One last question (I promise!!) I am not really familiar with sigma notation, and don't know exactly what you mean when you say "expand out the bracket." I know how to prove that the harmonic series is divergent, so once again all I need is a little clearing up about the middle step. Thanks again everyone for all your time!

Charlie

By Kerwin Hui (Kwkh2) on Tuesday, June 5, 2001 - 08:42 pm :

OK, let

p_{1}

p_{2}

, ... be all primes. Then we have the product

$(1 + p_{1}^{- 1} + p_{1}^{- 2} + \dots) (1 + p_{2}^{- 1} + p_{2}^{- 2} + \dots) \dots = \sum p_{1}^{a_{1}} p_{2}^{a_{2}} \dots$

Where the sum is taken over all (infinite) sequences of non-negative integers $(a_{1}, a_{2}, \dots)$ . We recognise this as the harmonic series and so it must diverge.

Kerwin

By Charlie Bupp (P4556) on Wednesday, June 6, 2001 - 12:48 am :

Thanks again Kerwin, but I don't understand how you can convert the product into a sigma notation. If you could break the last step down for me, I would appreciate it greatly. Finally, when you say "harmonic series" I assume you are referring to the series:

1/2 + 1/3 + 1/4.... etc

Am I right?

Charlie

By Kerwin Hui (Kwkh2) on Wednesday, June 6, 2001 - 01:21 am :

In my last message, the last sum should be

$\sum p_{1}^{- a_{1}} p_{2}^{- a_{2}} \dots$

To see this, consider, for the time being, the product

$(1 + p_{1}^{- 1} + p_{1}^{- 2} + \dots) (1 + p_{2}^{- 1} + p_{2}^{- 2} + \dots)$

Since the series in both brackets are absolutely convergent, we can multiply out the bracket and get

$(1 + p_{1}^{- 1} + p_{1}^{- 2} + \dots) + p_{2}^{- 1} (1 + p_{1}^{- 1} + p_{1}^{- 2} + \dots) + p_{2}^{- 2} (1 + p_{1}^{- 1} + p_{1}^{- 2} + \dots) + \dots$

which is the sum $\sum p_{1}^{- a_{1}} p_{2}^{- a_{2}}$ where the sum is taken over all ordered pairs of non-negative integers $(a_{1}, a_{2})$ .

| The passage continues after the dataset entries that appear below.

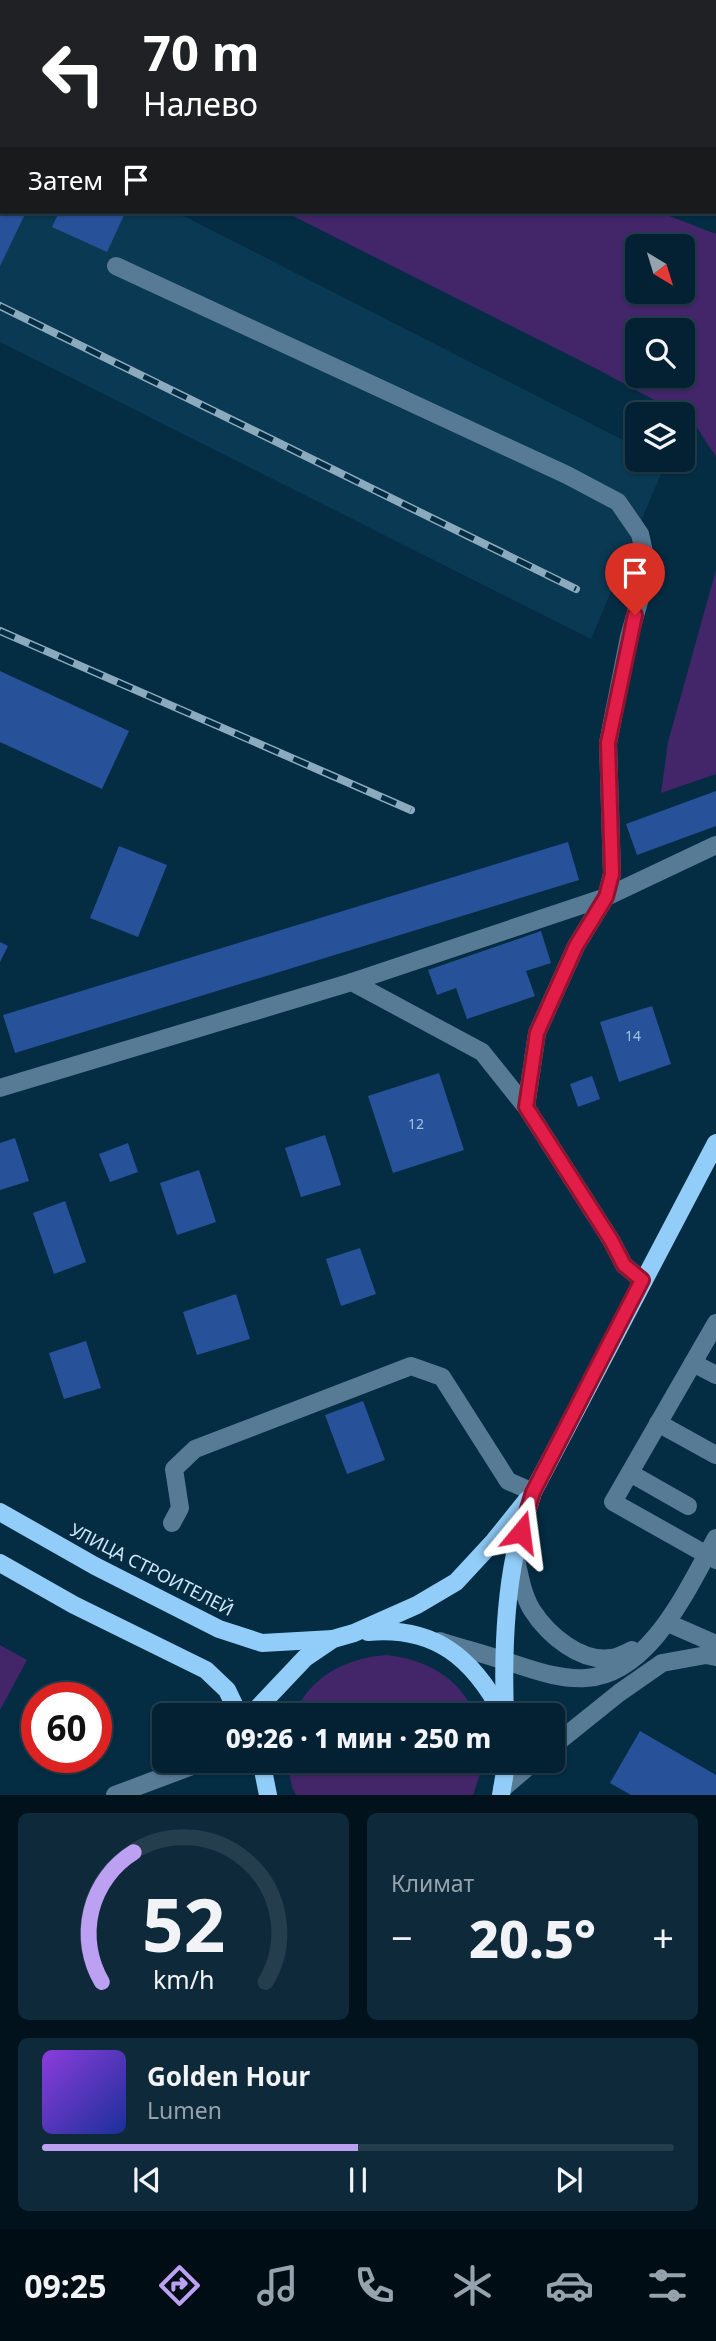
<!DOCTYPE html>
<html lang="ru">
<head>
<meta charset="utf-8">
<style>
  body { margin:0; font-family:"Noto Sans",sans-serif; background:#0d293a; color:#f1f3f6; height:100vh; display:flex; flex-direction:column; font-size:26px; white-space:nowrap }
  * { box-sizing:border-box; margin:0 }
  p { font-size:23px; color:#97a3ac }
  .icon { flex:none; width:38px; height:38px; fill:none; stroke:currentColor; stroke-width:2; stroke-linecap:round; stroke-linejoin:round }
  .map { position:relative; height:1795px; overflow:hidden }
  .drawer { display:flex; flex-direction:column; gap:18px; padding:18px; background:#02121c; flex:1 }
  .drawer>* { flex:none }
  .guide { position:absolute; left:0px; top:0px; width:718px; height:214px; box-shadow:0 2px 5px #0004,0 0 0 2px #243e4d; background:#202124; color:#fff; overflow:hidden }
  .needle { width:46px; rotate:142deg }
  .fabs { position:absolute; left:625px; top:234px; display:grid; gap:14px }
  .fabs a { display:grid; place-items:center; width:70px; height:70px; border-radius:10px; background:#032132; box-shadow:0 2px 5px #0004,0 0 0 2px #243e4d; font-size:35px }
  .speed { position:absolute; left:21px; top:1682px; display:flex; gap:14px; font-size:35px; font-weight:700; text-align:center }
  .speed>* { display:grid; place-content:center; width:91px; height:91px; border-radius:50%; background:#032132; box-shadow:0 2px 5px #0004,0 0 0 2px #243e4d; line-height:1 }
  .speed .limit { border:10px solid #d22; background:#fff; color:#111 }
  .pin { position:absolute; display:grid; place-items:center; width:60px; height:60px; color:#fff; margin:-72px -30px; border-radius:50% 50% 50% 0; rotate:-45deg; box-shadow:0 0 7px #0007 }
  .pin .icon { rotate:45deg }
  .me { position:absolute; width:77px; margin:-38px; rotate:16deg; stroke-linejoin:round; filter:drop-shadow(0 0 5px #0008) }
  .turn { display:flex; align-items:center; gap:24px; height:147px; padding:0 28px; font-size:32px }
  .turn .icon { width:91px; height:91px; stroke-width:2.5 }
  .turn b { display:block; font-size:49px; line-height:60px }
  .then { display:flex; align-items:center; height:66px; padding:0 28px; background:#0003; gap:14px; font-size:26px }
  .big { font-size:52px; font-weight:800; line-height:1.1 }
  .drawer .card { flex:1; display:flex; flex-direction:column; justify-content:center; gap:10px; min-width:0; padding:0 24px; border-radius:10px; background:#0d293a }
  .drawer .dial { align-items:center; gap:0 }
  .dial svg { height:182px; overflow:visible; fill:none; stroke:#243e4d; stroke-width:7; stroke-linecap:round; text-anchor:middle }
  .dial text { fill:#f1f3f6; stroke:none }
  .song { display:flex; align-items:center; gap:21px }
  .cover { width:84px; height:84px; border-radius:10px; background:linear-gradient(135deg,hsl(270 70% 55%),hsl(230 70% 35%)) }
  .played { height:7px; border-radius:4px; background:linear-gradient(90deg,#bca0f2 50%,#243e4d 50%) }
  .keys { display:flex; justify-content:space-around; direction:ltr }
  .heat { display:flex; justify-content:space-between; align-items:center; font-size:38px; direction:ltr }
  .drawer .tiles { flex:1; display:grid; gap:18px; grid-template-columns:1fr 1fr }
  .card:last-child { grid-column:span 2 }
  .trip { position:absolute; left:152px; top:1703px; width:413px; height:70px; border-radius:10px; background:#032132; box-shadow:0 2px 5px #0004,0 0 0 2px #243e4d; font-weight:800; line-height:70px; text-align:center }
  .menu { display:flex; height:112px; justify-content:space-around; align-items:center; background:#010d14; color:#97a3ac }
  .menu .icon { width:49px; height:49px }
  .menu .selected { color:#bca0f2 }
  .menu b { font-size:32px; color:#f1f3f6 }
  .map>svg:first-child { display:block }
</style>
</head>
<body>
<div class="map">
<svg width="716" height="1795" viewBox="0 0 716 1795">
  <rect width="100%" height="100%" fill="#042c43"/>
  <!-- built -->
  <path fill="#0a3953" d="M0,122L2,123V212H176L637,447V460H663L666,462L591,639L0,342Z"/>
  <!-- green -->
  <g fill="#43256a" fill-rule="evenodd">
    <path d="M0,0H119L124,2H2V70L0,69Z"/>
    <path d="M285,212H659L716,234V457L694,423L682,415L595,368ZM637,247H682V292H637ZM637,331H682V376H637Z"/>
    <path d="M716,570V774L661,793L668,742Z"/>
    <path d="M0,1645L27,1660L0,1710Z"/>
    <path d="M387,1655C424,1659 460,1677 475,1715H294C310,1676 346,1658 387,1655Z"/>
    <path d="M287,1761V1760L482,1761L481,1771L473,1795H296L292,1787Z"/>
  </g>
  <!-- building -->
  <g fill="#27529a">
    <path d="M0,212H26L0,266Z"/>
    <path d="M59,212H123L125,213L107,252L52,227Z"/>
    <path d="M0,671L129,731L102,789L0,742Z"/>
    <path d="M716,791V826L637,855L626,824Z"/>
    <path d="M568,842L579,880L15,1053L3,1015Z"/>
    <path d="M119,846L167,865L138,937L90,918Z"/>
    <path d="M541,931L551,963L526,971L535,996L467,1019L456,988L437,995L428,970Z"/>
    <path d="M0,942L8,946L0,962Z"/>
    <path d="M652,1006L671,1064L619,1082L600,1022Z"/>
    <path d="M439,1073L464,1150L393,1173L368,1096Z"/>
    <path d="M592,1076L600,1099L578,1107L570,1084Z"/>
    <path d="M325,1135L341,1185L301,1197L285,1148Z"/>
    <path d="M15,1138L29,1181L0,1190V1143Z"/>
    <path d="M128,1143L138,1172L110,1182L99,1154Z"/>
    <path d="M199,1170L216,1222L177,1235L160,1183Z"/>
    <path d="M65,1201L86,1262L54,1274L33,1213Z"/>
    <path d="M360,1248L376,1294L341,1306L326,1259Z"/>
    <path d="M236,1294L250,1339L197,1355L183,1312Z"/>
    <path d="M86,1341L101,1388L64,1399L49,1353Z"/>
    <path d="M363,1401L385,1460L347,1474L325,1415Z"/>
    <path d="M640,1731L716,1775V1795H631L610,1783Z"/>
  </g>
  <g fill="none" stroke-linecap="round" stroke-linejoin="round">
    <!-- minor -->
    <g stroke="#577b95" stroke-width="18">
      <path d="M116,266L567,475L618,502L640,534L648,570L629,637L608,743L612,874L606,897L576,946L537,1033L526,1107"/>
      <path d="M352,982L606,897L716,845"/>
      <path d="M0,1088L352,982L482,1052L526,1107L611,1240L624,1265L642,1280"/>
      <path d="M716,1323L613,1502L716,1560"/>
      <path d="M693,1363L716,1375"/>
      <path d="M658,1423L716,1455"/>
      <path d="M630,1473L688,1506"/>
      <path d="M172,1523L180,1508L174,1469L195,1449L411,1366L442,1377L508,1481L533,1492"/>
      <path d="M515,1554C519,1572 522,1594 532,1610C548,1635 581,1663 612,1658C618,1657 626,1653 632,1650"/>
      <path d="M668,1623L716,1644"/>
      <path d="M440,1641C461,1648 481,1653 502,1660C529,1668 557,1680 586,1678C651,1674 688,1587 716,1538"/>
      <path d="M553,1746L619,1693L662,1663L706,1655L716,1657"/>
      <path d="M502,1789L536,1760"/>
      <path d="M115,1795L208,1760"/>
    </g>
    <!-- major -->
    <g stroke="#91cdf8" stroke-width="18">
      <path d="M0,1512L95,1566L219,1629L262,1643L333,1639"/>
      <path d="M0,1563L74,1605L206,1670L227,1690L239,1715"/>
      <path d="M368,1632C435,1626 473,1658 503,1715"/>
      <path d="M251,1715L305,1658L333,1639L354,1633L417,1605L456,1582L494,1541L527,1500"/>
      <path d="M505,1715C503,1661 504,1607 515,1554C519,1533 527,1513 533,1492L716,1143"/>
      <path d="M261,1760L268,1795"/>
      <path d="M501,1795L507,1760"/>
    </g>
    <!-- rail casing -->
    <g stroke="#8caabe" stroke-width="8">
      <g id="rail">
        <path d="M180,0H181"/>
        <path d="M405,0L408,2"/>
        <path d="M455,0L458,2"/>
        <path d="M511,0L514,2"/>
        <path d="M702,0L705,1"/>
        <path d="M0,306L576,589"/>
        <path d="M0,631L411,810"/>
      </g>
    </g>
    <!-- rail -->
    <use href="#rail" stroke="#042c43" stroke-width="5" stroke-dasharray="16" stroke-linecap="butt"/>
  </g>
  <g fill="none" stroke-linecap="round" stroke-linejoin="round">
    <!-- route casing -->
    <g stroke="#92132f" stroke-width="18">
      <path id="route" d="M521,1532L533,1492L642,1280L624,1265L611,1240L526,1107L537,1033L576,946L606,897L612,874L608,743L635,615"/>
    </g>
    <!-- route -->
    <use href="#route" stroke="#e11d48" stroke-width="12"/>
  </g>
  <g text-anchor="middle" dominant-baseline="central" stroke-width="7" stroke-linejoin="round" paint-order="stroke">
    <!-- number labels -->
    <g font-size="14" fill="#a4c2e2">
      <text x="633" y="1035">14</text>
      <text x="416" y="1123">12</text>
    </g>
    <!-- street labels -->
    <g font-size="18" fill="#cee7fa" stroke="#042c43">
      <text transform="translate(152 1569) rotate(27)">УЛИЦА СТРОИТЕЛЕЙ</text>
    </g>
  </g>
</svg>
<div class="fabs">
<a><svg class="needle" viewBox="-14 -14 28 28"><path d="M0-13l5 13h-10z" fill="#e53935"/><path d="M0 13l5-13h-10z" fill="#97a3ac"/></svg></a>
<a><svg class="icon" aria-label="search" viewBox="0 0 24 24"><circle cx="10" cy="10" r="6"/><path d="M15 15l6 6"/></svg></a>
<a><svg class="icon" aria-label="layers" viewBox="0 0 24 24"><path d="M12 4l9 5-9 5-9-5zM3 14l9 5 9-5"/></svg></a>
</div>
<div class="speed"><div class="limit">60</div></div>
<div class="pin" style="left:635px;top:615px;background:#d93025"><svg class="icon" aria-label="arrive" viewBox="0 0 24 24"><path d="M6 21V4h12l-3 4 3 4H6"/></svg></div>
<svg class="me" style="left:521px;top:1532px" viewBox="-20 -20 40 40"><path d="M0-17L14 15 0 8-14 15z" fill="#e11d48" stroke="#fff" stroke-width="4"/></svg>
<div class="trip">09:26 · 1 мин · 250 m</div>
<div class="guide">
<div class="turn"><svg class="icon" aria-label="left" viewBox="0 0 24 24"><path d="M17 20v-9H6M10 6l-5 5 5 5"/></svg><div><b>70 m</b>Налево</div></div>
<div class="then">Затем<svg class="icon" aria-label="arrive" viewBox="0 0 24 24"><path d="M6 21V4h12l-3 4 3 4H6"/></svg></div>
</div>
</div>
<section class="drawer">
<div class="tiles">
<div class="card dial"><svg viewBox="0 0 100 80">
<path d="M14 69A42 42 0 1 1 86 69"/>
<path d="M14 69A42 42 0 0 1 28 12" stroke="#bca0f2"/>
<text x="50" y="56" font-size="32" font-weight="700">52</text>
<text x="50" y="72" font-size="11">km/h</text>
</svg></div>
<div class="card"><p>Климат</p>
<div class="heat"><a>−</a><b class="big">20.5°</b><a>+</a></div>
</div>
<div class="card">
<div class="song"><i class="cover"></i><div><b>Golden Hour</b><p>Lumen</p></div></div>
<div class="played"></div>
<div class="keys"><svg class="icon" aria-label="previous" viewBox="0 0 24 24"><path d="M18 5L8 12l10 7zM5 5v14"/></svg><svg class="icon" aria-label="pause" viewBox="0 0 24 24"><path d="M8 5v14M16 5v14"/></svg><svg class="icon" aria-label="next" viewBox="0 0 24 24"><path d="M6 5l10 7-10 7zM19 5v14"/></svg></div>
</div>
</div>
</section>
<nav class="menu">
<b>09:25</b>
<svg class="icon selected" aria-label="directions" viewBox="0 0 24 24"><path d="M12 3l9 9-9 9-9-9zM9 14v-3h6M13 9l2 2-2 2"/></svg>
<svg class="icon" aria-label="music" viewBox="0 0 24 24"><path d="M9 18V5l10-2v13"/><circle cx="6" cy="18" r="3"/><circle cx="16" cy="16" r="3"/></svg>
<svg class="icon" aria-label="phone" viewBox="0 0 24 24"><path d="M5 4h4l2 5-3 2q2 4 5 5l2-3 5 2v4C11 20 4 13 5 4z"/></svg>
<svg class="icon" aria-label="climate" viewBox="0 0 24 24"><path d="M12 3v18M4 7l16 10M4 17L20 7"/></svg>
<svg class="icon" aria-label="car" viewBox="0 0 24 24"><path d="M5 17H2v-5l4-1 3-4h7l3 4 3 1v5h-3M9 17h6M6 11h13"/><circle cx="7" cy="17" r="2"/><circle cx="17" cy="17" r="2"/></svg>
<svg class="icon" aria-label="filters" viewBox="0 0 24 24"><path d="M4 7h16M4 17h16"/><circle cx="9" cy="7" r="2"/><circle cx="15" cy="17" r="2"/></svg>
</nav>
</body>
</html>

Now it is an easy step to verify that, for any positive integer $N$ , the product

$(1 + p_{1}^{- 1} + p_{1}^{- 2} + \dots) (1 + p_{2}^{- 1} + p_{2}^{- 2} + \dots) \dots (1 + p_{N}^{- 1} + p_{N}^{- 2} + \dots)$

is the sum

$\sum p_{1}^{- a_{1}} p_{2}^{- a_{2}} \dots p_{N}^{- a_{N}}$

where the sum is taken over all strings of $N$ non-negative integers $(a_{1}, a_{2}, \dots, a_{N})$ .

Now let $N$ tend to infinity (as we assume the product is bounded above). This gives the required sum, which is $1 + 1 / 2 + 1 / 3 + 1 / 4 + \dots$

Kerwin

By Charlie Bupp (P4556) on Wednesday, June 6, 2001 - 02:45 am :

Kerwin:

You are a GOD! Thank you ever so much!

Charlie

Whilst the editor has every respect for Kerwin's mathematical abilities, she begs to disagree on the above statement!